**What you need to do**.
Repeat the data below with no changes.

**Data for review**.
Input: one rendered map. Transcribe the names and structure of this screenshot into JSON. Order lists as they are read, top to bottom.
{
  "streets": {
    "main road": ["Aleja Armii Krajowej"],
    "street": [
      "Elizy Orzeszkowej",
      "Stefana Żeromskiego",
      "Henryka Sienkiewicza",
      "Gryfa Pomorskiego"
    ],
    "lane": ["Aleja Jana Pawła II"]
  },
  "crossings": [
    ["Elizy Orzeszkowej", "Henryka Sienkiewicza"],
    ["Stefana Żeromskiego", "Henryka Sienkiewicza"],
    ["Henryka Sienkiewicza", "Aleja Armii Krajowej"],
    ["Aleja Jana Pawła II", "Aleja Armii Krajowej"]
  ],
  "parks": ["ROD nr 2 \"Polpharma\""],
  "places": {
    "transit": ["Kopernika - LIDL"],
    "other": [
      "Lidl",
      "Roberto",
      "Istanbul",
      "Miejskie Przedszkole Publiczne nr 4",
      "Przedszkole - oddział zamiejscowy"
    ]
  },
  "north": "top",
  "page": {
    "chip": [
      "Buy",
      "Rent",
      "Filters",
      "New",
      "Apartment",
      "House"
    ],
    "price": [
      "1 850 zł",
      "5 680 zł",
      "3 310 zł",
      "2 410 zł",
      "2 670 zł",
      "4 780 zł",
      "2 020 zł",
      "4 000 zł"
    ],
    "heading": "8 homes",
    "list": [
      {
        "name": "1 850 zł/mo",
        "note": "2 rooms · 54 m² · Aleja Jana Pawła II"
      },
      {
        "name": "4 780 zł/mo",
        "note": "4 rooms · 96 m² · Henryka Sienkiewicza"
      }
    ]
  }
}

**Response**.
Input: one rendered map. Transcribe the names and structure of this screenshot into JSON. Order lists as they are read, top to bottom.
{
  "streets": {
    "main road": ["Aleja Armii Krajowej"],
    "street": [
      "Elizy Orzeszkowej",
      "Stefana Żeromskiego",
      "Henryka Sienkiewicza",
      "Gryfa Pomorskiego"
    ],
    "lane": ["Aleja Jana Pawła II"]
  },
  "crossings": [
    ["Elizy Orzeszkowej", "Henryka Sienkiewicza"],
    ["Stefana Żeromskiego", "Henryka Sienkiewicza"],
    ["Henryka Sienkiewicza", "Aleja Armii Krajowej"],
    ["Aleja Jana Pawła II", "Aleja Armii Krajowej"]
  ],
  "parks": ["ROD nr 2 \"Polpharma\""],
  "places": {
    "transit": ["Kopernika - LIDL"],
    "other": [
      "Lidl",
      "Roberto",
      "Istanbul",
      "Miejskie Przedszkole Publiczne nr 4",
      "Przedszkole - oddział zamiejscowy"
    ]
  },
  "north": "top",
  "page": {
    "chip": [
      "Buy",
      "Rent",
      "Filters",
      "New",
      "Apartment",
      "House"
    ],
    "price": [
      "1 850 zł",
      "5 680 zł",
      "3 310 zł",
      "2 410 zł",
      "2 670 zł",
      "4 780 zł",
      "2 020 zł",
      "4 000 zł"
    ],
    "heading": "8 homes",
    "list": [
      {
        "name": "1 850 zł/mo",
        "note": "2 rooms · 54 m² · Aleja Jana Pawła II"
      },
      {
        "name": "4 780 zł/mo",
        "note": "4 rooms · 96 m² · Henryka Sienkiewicza"
      }
    ]
  }
}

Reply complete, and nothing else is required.